Réduire au minimum les distractions pour maximiser le temps de qualité passé en famille

Vous roulez sur l’autoroute en pilotage automatique, avec un minimum d’attention, lorsqu’un coup de klaxon soudain vous évite de justesse une embardée. Vous ouvrez grand les yeux et vous agrippez le volant tandis que votre cou se raidit. Heureusement, un autre conducteur vient de vous ramener à la réalité en klaxonnant.

Que vous soyez au volant ou sur la siège du passager, cette situation a de quoi faire frémir, mais elle n’est que trop courante.

L’apprentissage de la conduite automobile comporte son lot de conseils de sécurité et d’habitudes à prendre, mais le précepte le plus sage est sans doute de restreindre ou d’éviter totalement les distractions.

Et les conseils qui touchent le comportement sur la route s’appliquent aussi au foyer. Tout comme il peut être dangereux de manipuler les commandes du tableau de bord ou de la radio en conduisant, il peut être aussi dommageable de se laisser distraire en passant du temps de qualité en famille. Au lieu d’avoir des échanges enrichissants, on risque un carambolage.

Le temps de qualité consacré aux échanges avec la famille et les proches est fort agréable, mais ces rapports personnels risquent d’être compromis en raison de l’importance grandissante que l’on accorde aujourd’hui à l’interaction constante avec les appareils électroniques.
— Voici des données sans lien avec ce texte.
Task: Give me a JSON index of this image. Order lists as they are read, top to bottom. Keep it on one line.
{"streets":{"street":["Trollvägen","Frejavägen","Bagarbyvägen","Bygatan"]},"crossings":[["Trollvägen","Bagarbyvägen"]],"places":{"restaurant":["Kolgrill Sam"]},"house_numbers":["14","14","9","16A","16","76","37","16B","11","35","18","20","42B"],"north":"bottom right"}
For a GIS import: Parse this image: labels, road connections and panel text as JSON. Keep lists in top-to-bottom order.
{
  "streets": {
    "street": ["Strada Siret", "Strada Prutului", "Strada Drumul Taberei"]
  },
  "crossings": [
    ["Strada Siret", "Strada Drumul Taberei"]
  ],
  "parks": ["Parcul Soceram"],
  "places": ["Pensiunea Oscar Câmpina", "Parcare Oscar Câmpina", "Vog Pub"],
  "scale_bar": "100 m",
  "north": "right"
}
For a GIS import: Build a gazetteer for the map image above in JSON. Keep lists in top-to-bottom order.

À défaut de prendre consciemment vos distances par rapport aux écrans, vous risquez de mettre en péril vos liens familiaux et autres.
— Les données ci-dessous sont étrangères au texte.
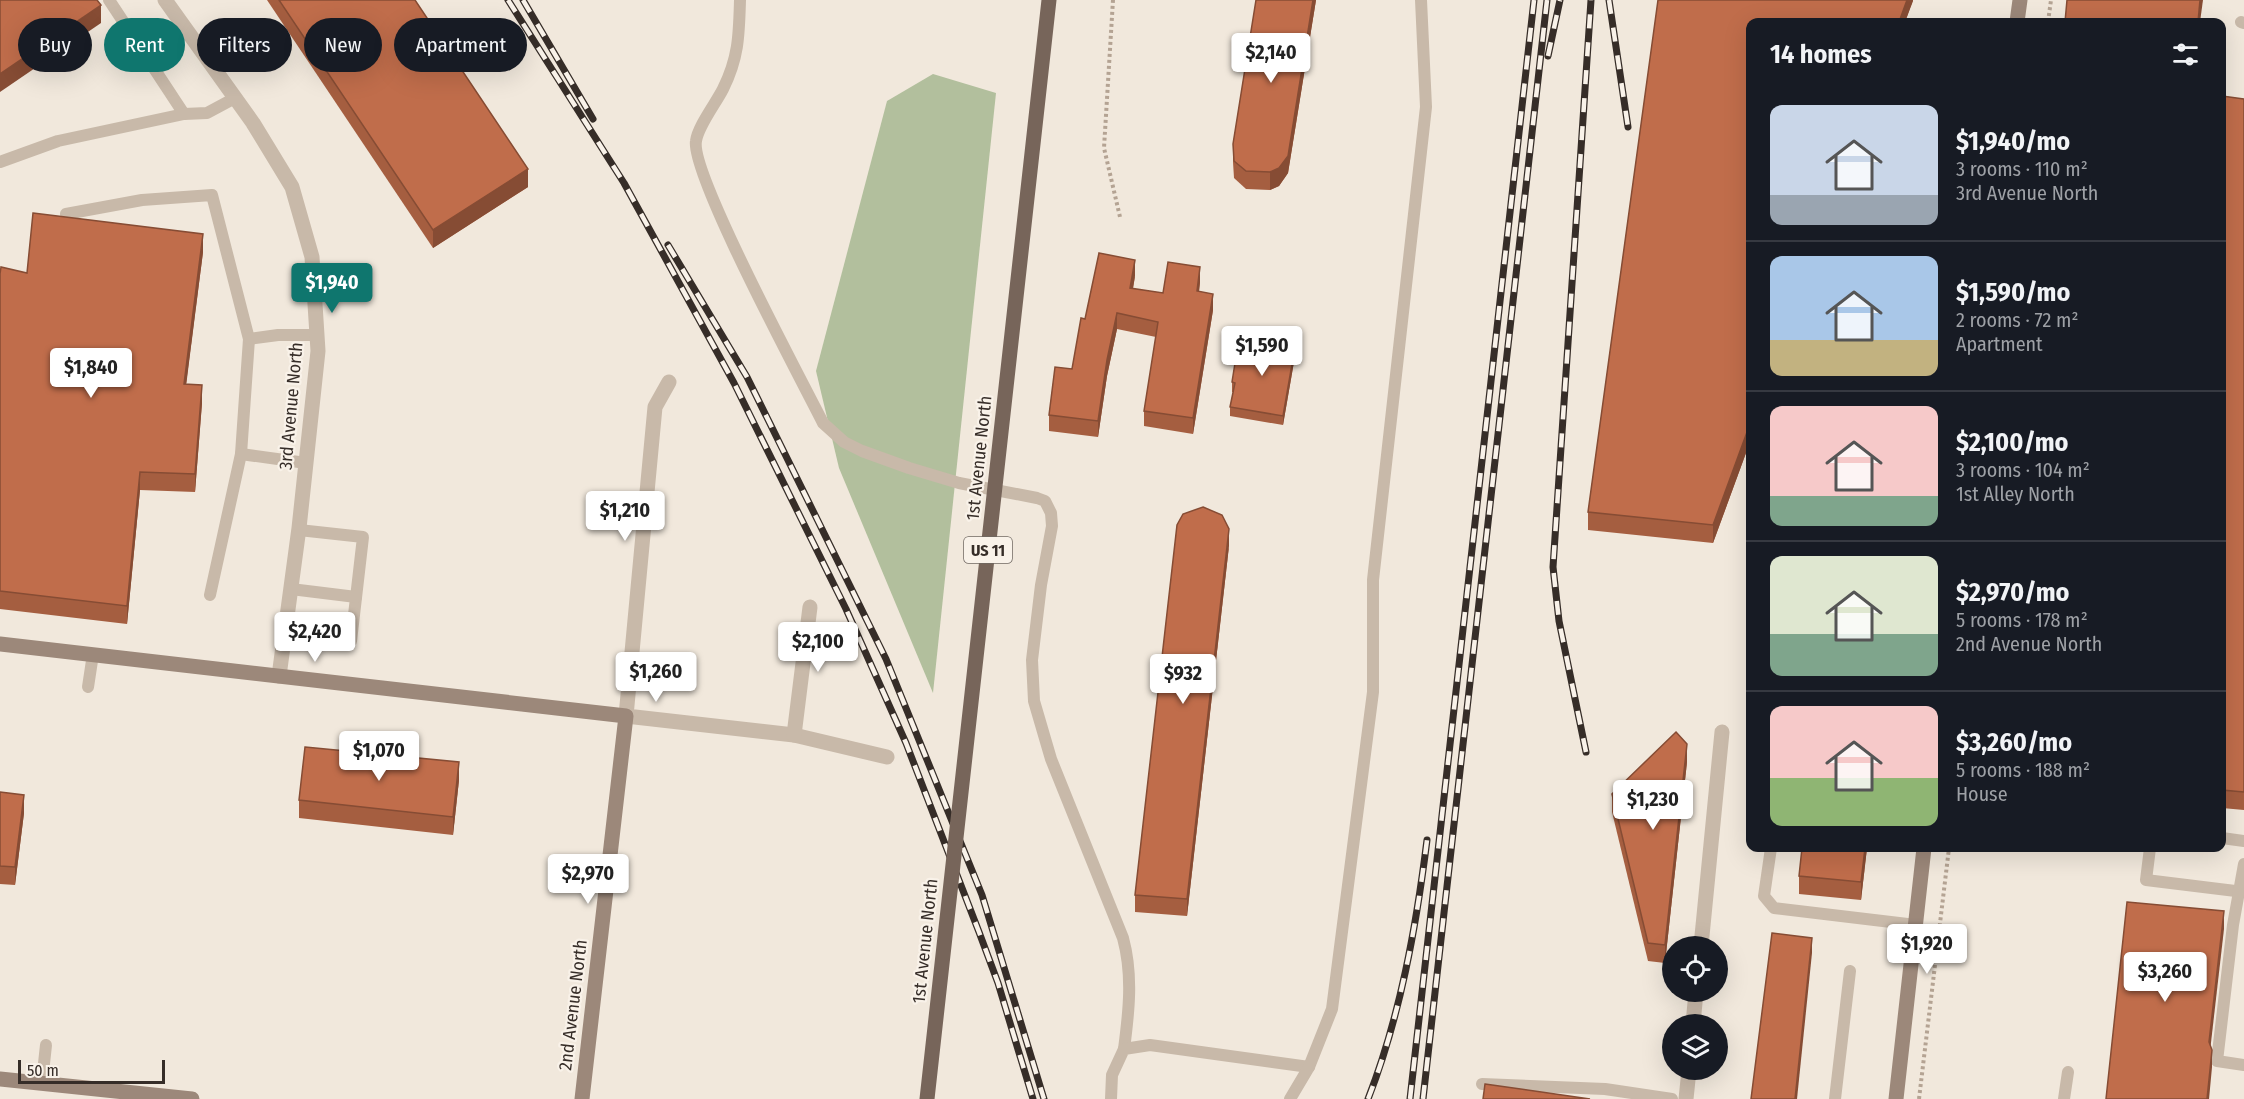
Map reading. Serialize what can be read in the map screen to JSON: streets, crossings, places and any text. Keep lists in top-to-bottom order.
{
  "streets": {
    "main road": ["1st Avenue North", "US 11"],
    "street": ["3rd Avenue North", "2nd Avenue North"]
  },
  "scale_bar": "50 m",
  "page": {
    "chip": [
      "Buy",
      "Rent",
      "Filters",
      "New",
      "Apartment"
    ],
    "heading": "14 homes",
    "price": [
      "$2,140",
      "$1,940",
      "$1,590",
      "$1,840",
      "$1,210",
      "$2,420",
      "$2,100",
      "$1,260",
      "$932",
      "$1,070",
      "$1,230",
      "$2,970",
      "$1,920",
      "$3,260"
    ],
    "list": [
      {
        "name": "$1,940/mo",
        "note": "3 rooms · 110 m² · 3rd Avenue North"
      },
      {
        "name": "$1,590/mo",
        "note": "2 rooms · 72 m² · Apartment"
      },
      {
        "name": "$2,100/mo",
        "note": "3 rooms · 104 m² · 1st Alley North"
      },
      {
        "name": "$2,970/mo",
        "note": "5 rooms · 178 m² · 2nd Avenue North"
      },
      {
        "name": "$3,260/mo",
        "note": "5 rooms · 188 m² · House"
      }
    ],
    "scale": "50 m"
  }
}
Avant d’aborder le rôle de la technologie dans les dérapages, examinons de plus près les rapports familiaux et le temps de qualité qu’il faut leur consacrer pour les préserver.

Le temps de qualité en famille : prendre soin des liens avec vos proches

Lorsque chacun est tout entier présent et donne toute son attention aux autres, on obtient du temps de qualité en famille. Pour poursuivre dans l’analogie de la conduite automobile, c’est le temps de qualité en famille qui assure à tous un parcours agréable et sécuritaire.
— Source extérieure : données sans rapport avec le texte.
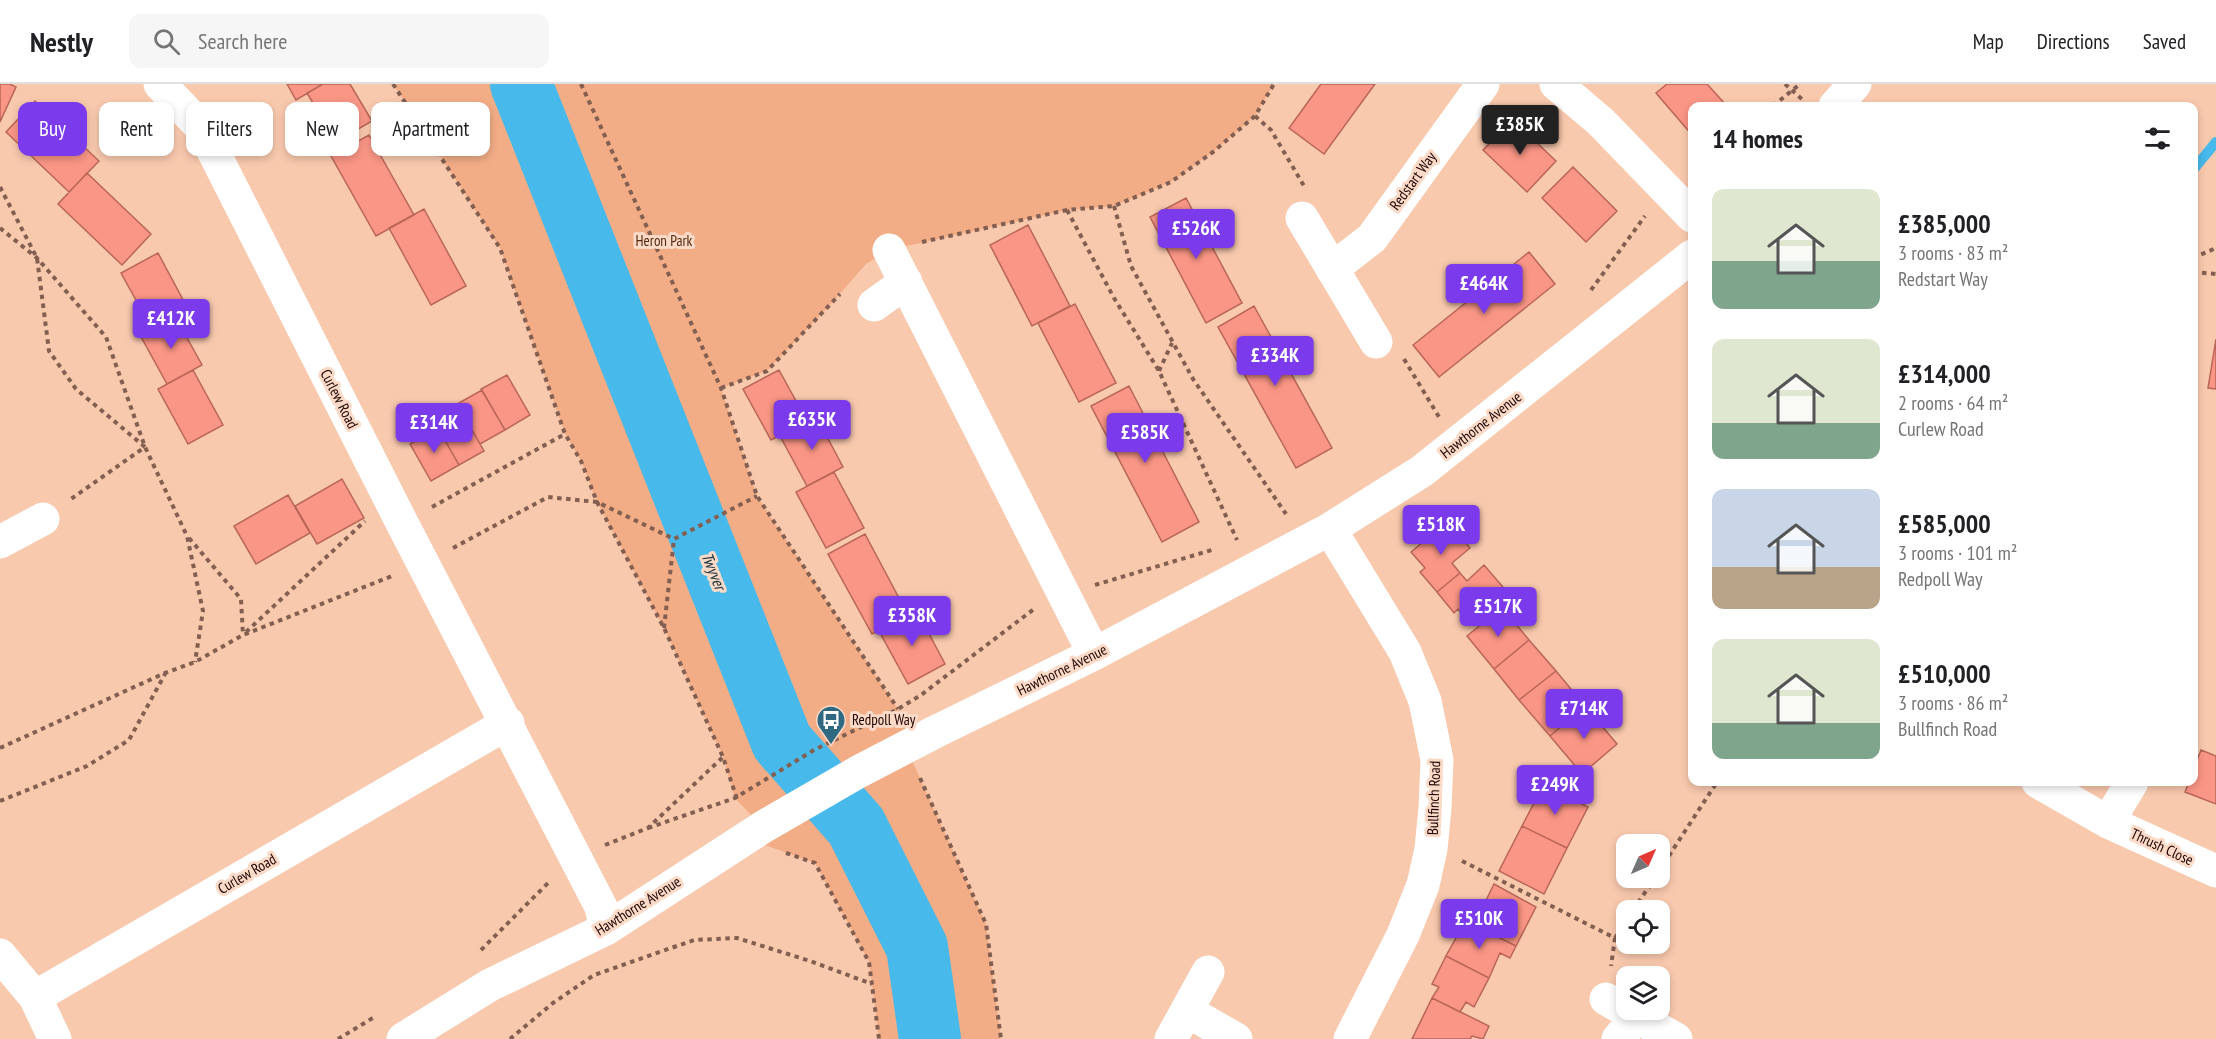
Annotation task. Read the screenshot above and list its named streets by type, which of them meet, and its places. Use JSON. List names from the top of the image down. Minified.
{"streets":{"street":["Redstart Way","Curlew Road","Hawthorne Avenue","Bullfinch Road","Thrush Close"]},"crossings":[["Curlew Road","Hawthorne Avenue"],["Hawthorne Avenue","Bullfinch Road"]],"water":["Twyver"],"parks":["Heron Park"],"places":{"bus stop":["Redpoll Way"]},"north":"top right","page":{"header":"Nestly","search":"Search here","nav":["Map","Directions","Saved"],"chip":["Buy","Rent","Filters","New","Apartment"],"heading":"14 homes","price":["£385K","£526K","£464K","£412K","£334K","£635K","£314K","£585K","£518K","£517K","£358K","£714K","£249K","£510K"],"list":[{"name":"£385,000","note":"3 rooms · 83 m² · Redstart Way"},{"name":"£314,000","note":"2 rooms · 64 m² · Curlew Road"},{"name":"£585,000","note":"3 rooms · 101 m² · Redpoll Way"},{"name":"£510,000","note":"3 rooms · 86 m² · Bullfinch Road"}]}}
Par contre, avec nos horaires chargés et l’omniprésence de la technologie, ce parcours risque d’être tortueux, en particulier lors qu’il est entravé à la fois par l’affairement et la distraction. Concentrons donc d’abord notre attention sur la variable du temps.

Vous avez sans doute de la famille ou des amis intimes dont vous voulez vous rapprocher, mais ces efforts risquent d’être entravés par les conflits d’horaires et les moments de loisir de plus en plus restreints. Il se peut que les parents et partenaires aient des horaires de travail bien remplis. Et si vous avez des enfants, ils sont sans doute accaparés par leurs études, leurs activités parascolaires, leurs passe-temps et les amis. Il peut être difficile de trouver un point de rencontre entre votre propre emploi du temps et celui de vos proches.

La bonne nouvelle? Malgré nos horaires surchargés, il est possible de tirer le maximum des temps libres que nous avons.

Certains chercheurs font valoir que ce n’est pas tant la quantité de temps passée avec les amis et la famille qui importe, mais bien sa qualité. C’est donc dire qu’une heure de qualité passée en compagnie d’un proche a plus d’impact que plusieurs heures sans échange véritable.

Songez à lire un livre et à en discuter avec un membre de la famille, pendant une heure seulement. Aussi court que cela vous paraisse, c’est efficace. Tout comme si vous preniez un train grande vitesse, vous aurez ainsi un parcours agréable et en douceur, sans les embouteillages, feux de circulation et distractions de la route.

Une activité comme celle-là aura plus d’impact qu’une rencontre passive à regarder ensemble un film en silence sur une durée plus longue, mais sans échange véritable. Au lieu d’une randonnée plus courte et en douceur, le parcours se prolonge sur une route cahoteuse. Vous êtes en compagnie d’un proche, mais la randonnée risque d’être éprouvante pour tous les passagers.

La destination est la même dans les deux cas : passer du temps en famille, mais le chemin qui y mène peut prendre plusieurs aspects. Il vaut la peine de planifier le parcours, et vos liens se resserreront grâce aux efforts que vous y aurez mis.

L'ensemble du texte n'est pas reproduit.